§ Activity
In your reply, write out each entry exactly as given.

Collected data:
□ □ □ □ □

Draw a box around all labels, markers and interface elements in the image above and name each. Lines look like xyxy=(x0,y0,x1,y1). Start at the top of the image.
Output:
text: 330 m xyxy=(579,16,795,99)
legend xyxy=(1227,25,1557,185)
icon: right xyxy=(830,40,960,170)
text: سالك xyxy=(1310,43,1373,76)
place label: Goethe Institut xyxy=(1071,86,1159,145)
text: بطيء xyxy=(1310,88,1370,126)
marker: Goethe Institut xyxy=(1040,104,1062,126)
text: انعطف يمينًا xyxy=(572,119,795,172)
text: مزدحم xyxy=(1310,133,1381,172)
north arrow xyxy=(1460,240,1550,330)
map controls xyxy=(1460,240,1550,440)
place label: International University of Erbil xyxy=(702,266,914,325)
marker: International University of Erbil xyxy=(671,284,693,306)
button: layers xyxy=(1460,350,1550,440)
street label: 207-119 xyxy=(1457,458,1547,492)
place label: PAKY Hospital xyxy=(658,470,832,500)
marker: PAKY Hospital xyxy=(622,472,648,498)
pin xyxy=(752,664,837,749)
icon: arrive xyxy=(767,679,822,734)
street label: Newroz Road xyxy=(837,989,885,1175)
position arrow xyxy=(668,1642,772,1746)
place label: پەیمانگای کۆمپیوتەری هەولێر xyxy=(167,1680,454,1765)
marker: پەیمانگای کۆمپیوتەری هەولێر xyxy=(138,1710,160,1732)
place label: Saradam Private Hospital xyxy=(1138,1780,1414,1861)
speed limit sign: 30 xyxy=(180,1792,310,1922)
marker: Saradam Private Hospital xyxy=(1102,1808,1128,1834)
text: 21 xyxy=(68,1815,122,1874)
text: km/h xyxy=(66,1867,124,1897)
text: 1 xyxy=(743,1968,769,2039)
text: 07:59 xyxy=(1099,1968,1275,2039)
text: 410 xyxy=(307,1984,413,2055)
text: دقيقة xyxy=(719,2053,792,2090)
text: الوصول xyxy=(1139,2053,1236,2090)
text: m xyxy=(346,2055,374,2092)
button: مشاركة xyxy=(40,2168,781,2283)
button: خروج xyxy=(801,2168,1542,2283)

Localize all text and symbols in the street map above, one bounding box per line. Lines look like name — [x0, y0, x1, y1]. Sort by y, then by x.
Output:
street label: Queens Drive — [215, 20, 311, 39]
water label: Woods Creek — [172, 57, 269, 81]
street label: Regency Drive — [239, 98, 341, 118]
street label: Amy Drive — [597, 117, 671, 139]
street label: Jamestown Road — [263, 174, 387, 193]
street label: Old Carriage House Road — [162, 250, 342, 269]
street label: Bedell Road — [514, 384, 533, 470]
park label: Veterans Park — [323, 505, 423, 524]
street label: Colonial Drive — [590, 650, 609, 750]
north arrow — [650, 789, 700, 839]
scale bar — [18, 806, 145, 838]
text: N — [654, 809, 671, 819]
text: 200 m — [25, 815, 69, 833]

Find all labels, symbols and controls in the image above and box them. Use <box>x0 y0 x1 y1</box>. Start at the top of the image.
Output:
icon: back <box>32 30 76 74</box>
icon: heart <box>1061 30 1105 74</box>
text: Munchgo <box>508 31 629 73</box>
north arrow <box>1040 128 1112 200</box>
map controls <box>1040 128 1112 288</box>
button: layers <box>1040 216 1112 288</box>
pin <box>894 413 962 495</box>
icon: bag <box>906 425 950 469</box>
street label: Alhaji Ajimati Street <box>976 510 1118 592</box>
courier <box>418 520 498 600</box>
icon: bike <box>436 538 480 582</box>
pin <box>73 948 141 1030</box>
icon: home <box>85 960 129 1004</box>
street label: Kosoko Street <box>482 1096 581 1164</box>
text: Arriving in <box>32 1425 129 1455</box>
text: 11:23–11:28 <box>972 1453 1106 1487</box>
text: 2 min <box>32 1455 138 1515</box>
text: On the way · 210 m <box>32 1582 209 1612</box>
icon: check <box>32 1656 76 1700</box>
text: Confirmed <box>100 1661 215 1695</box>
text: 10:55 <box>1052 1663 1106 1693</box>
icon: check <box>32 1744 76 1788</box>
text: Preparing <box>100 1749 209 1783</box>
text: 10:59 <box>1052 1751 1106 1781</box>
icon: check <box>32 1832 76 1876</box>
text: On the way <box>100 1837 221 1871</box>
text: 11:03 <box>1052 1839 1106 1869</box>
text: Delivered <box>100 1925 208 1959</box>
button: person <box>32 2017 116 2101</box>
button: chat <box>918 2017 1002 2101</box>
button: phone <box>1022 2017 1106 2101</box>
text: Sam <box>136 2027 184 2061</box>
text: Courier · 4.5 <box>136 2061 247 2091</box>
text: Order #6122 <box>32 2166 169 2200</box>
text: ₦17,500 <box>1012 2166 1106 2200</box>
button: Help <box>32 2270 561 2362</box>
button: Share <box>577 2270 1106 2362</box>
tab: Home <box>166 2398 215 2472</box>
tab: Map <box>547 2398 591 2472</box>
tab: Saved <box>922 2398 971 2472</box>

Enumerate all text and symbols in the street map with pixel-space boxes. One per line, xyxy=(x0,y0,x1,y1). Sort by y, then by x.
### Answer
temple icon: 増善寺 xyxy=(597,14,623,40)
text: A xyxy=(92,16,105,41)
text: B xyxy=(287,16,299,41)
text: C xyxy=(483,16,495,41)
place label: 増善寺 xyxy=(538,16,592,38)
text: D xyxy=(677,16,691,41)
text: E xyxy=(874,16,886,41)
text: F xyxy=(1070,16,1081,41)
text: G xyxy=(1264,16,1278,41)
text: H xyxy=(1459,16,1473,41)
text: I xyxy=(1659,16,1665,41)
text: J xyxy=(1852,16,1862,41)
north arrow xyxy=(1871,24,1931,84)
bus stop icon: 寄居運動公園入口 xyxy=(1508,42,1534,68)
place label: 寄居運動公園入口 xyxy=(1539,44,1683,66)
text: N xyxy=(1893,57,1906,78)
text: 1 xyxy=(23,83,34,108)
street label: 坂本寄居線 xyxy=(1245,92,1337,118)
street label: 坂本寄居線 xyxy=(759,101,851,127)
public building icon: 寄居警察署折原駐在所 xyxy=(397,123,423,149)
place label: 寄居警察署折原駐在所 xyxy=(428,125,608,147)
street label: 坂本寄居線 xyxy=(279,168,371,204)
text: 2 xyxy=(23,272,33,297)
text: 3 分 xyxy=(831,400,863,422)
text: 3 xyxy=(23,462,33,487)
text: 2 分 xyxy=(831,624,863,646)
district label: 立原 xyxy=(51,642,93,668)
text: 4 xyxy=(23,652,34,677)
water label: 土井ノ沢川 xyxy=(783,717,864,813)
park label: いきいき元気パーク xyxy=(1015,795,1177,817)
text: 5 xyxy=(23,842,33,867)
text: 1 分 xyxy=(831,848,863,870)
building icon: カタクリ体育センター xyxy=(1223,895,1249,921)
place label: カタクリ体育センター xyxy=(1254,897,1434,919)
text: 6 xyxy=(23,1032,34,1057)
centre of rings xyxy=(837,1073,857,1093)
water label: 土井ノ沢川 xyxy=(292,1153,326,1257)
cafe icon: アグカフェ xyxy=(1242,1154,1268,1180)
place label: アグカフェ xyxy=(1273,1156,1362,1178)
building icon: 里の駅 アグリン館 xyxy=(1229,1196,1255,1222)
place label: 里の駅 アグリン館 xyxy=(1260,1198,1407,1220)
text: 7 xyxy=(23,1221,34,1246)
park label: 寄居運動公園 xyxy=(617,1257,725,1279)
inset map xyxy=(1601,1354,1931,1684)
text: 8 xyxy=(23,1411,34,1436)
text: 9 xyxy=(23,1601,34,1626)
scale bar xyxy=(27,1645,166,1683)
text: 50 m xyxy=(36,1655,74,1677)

□ □ □ □ □

§ Response to the exercise
Draw a box around all labels, markers and interface elements in the image above and name each. Lines look like xyxy=(x0,y0,x1,y1). Start at the top of the image.
Output:
text: 330 m xyxy=(579,16,795,99)
legend xyxy=(1227,25,1557,185)
icon: right xyxy=(830,40,960,170)
text: سالك xyxy=(1310,43,1373,76)
place label: Goethe Institut xyxy=(1071,86,1159,145)
text: بطيء xyxy=(1310,88,1370,126)
marker: Goethe Institut xyxy=(1040,104,1062,126)
text: انعطف يمينًا xyxy=(572,119,795,172)
text: مزدحم xyxy=(1310,133,1381,172)
north arrow xyxy=(1460,240,1550,330)
map controls xyxy=(1460,240,1550,440)
place label: International University of Erbil xyxy=(702,266,914,325)
marker: International University of Erbil xyxy=(671,284,693,306)
button: layers xyxy=(1460,350,1550,440)
street label: 207-119 xyxy=(1457,458,1547,492)
place label: PAKY Hospital xyxy=(658,470,832,500)
marker: PAKY Hospital xyxy=(622,472,648,498)
pin xyxy=(752,664,837,749)
icon: arrive xyxy=(767,679,822,734)
street label: Newroz Road xyxy=(837,989,885,1175)
position arrow xyxy=(668,1642,772,1746)
place label: پەیمانگای کۆمپیوتەری هەولێر xyxy=(167,1680,454,1765)
marker: پەیمانگای کۆمپیوتەری هەولێر xyxy=(138,1710,160,1732)
place label: Saradam Private Hospital xyxy=(1138,1780,1414,1861)
speed limit sign: 30 xyxy=(180,1792,310,1922)
marker: Saradam Private Hospital xyxy=(1102,1808,1128,1834)
text: 21 xyxy=(68,1815,122,1874)
text: km/h xyxy=(66,1867,124,1897)
text: 1 xyxy=(743,1968,769,2039)
text: 07:59 xyxy=(1099,1968,1275,2039)
text: 410 xyxy=(307,1984,413,2055)
text: دقيقة xyxy=(719,2053,792,2090)
text: الوصول xyxy=(1139,2053,1236,2090)
text: m xyxy=(346,2055,374,2092)
button: مشاركة xyxy=(40,2168,781,2283)
button: خروج xyxy=(801,2168,1542,2283)

Localize all text and symbols in the street map above, one bounding box per line. Lines look like name — [x0, y0, x1, y1]. Sort by y, then by x.
Output:
street label: Queens Drive — [215, 20, 311, 39]
water label: Woods Creek — [172, 57, 269, 81]
street label: Regency Drive — [239, 98, 341, 118]
street label: Amy Drive — [597, 117, 671, 139]
street label: Jamestown Road — [263, 174, 387, 193]
street label: Old Carriage House Road — [162, 250, 342, 269]
street label: Bedell Road — [514, 384, 533, 470]
park label: Veterans Park — [323, 505, 423, 524]
street label: Colonial Drive — [590, 650, 609, 750]
north arrow — [650, 789, 700, 839]
scale bar — [18, 806, 145, 838]
text: N — [654, 809, 671, 819]
text: 200 m — [25, 815, 69, 833]

Find all labels, symbols and controls in the image above and box them. Use <box>x0 y0 x1 y1</box>. Start at the top of the image.
Output:
icon: back <box>32 30 76 74</box>
icon: heart <box>1061 30 1105 74</box>
text: Munchgo <box>508 31 629 73</box>
north arrow <box>1040 128 1112 200</box>
map controls <box>1040 128 1112 288</box>
button: layers <box>1040 216 1112 288</box>
pin <box>894 413 962 495</box>
icon: bag <box>906 425 950 469</box>
street label: Alhaji Ajimati Street <box>976 510 1118 592</box>
courier <box>418 520 498 600</box>
icon: bike <box>436 538 480 582</box>
pin <box>73 948 141 1030</box>
icon: home <box>85 960 129 1004</box>
street label: Kosoko Street <box>482 1096 581 1164</box>
text: Arriving in <box>32 1425 129 1455</box>
text: 11:23–11:28 <box>972 1453 1106 1487</box>
text: 2 min <box>32 1455 138 1515</box>
text: On the way · 210 m <box>32 1582 209 1612</box>
icon: check <box>32 1656 76 1700</box>
text: Confirmed <box>100 1661 215 1695</box>
text: 10:55 <box>1052 1663 1106 1693</box>
icon: check <box>32 1744 76 1788</box>
text: Preparing <box>100 1749 209 1783</box>
text: 10:59 <box>1052 1751 1106 1781</box>
icon: check <box>32 1832 76 1876</box>
text: On the way <box>100 1837 221 1871</box>
text: 11:03 <box>1052 1839 1106 1869</box>
text: Delivered <box>100 1925 208 1959</box>
button: person <box>32 2017 116 2101</box>
button: chat <box>918 2017 1002 2101</box>
button: phone <box>1022 2017 1106 2101</box>
text: Sam <box>136 2027 184 2061</box>
text: Courier · 4.5 <box>136 2061 247 2091</box>
text: Order #6122 <box>32 2166 169 2200</box>
text: ₦17,500 <box>1012 2166 1106 2200</box>
button: Help <box>32 2270 561 2362</box>
button: Share <box>577 2270 1106 2362</box>
tab: Home <box>166 2398 215 2472</box>
tab: Map <box>547 2398 591 2472</box>
tab: Saved <box>922 2398 971 2472</box>

Enumerate all text and symbols in the street map with pixel-space boxes. One per line, xyxy=(x0,y0,x1,y1). Sort by y, then by x.
### Answer
temple icon: 増善寺 xyxy=(597,14,623,40)
text: A xyxy=(92,16,105,41)
text: B xyxy=(287,16,299,41)
text: C xyxy=(483,16,495,41)
place label: 増善寺 xyxy=(538,16,592,38)
text: D xyxy=(677,16,691,41)
text: E xyxy=(874,16,886,41)
text: F xyxy=(1070,16,1081,41)
text: G xyxy=(1264,16,1278,41)
text: H xyxy=(1459,16,1473,41)
text: I xyxy=(1659,16,1665,41)
text: J xyxy=(1852,16,1862,41)
north arrow xyxy=(1871,24,1931,84)
bus stop icon: 寄居運動公園入口 xyxy=(1508,42,1534,68)
place label: 寄居運動公園入口 xyxy=(1539,44,1683,66)
text: N xyxy=(1893,57,1906,78)
text: 1 xyxy=(23,83,34,108)
street label: 坂本寄居線 xyxy=(1245,92,1337,118)
street label: 坂本寄居線 xyxy=(759,101,851,127)
public building icon: 寄居警察署折原駐在所 xyxy=(397,123,423,149)
place label: 寄居警察署折原駐在所 xyxy=(428,125,608,147)
street label: 坂本寄居線 xyxy=(279,168,371,204)
text: 2 xyxy=(23,272,33,297)
text: 3 分 xyxy=(831,400,863,422)
text: 3 xyxy=(23,462,33,487)
text: 2 分 xyxy=(831,624,863,646)
district label: 立原 xyxy=(51,642,93,668)
text: 4 xyxy=(23,652,34,677)
water label: 土井ノ沢川 xyxy=(783,717,864,813)
park label: いきいき元気パーク xyxy=(1015,795,1177,817)
text: 5 xyxy=(23,842,33,867)
text: 1 分 xyxy=(831,848,863,870)
building icon: カタクリ体育センター xyxy=(1223,895,1249,921)
place label: カタクリ体育センター xyxy=(1254,897,1434,919)
text: 6 xyxy=(23,1032,34,1057)
centre of rings xyxy=(837,1073,857,1093)
water label: 土井ノ沢川 xyxy=(292,1153,326,1257)
cafe icon: アグカフェ xyxy=(1242,1154,1268,1180)
place label: アグカフェ xyxy=(1273,1156,1362,1178)
building icon: 里の駅 アグリン館 xyxy=(1229,1196,1255,1222)
place label: 里の駅 アグリン館 xyxy=(1260,1198,1407,1220)
text: 7 xyxy=(23,1221,34,1246)
park label: 寄居運動公園 xyxy=(617,1257,725,1279)
inset map xyxy=(1601,1354,1931,1684)
text: 8 xyxy=(23,1411,34,1436)
text: 9 xyxy=(23,1601,34,1626)
scale bar xyxy=(27,1645,166,1683)
text: 50 m xyxy=(36,1655,74,1677)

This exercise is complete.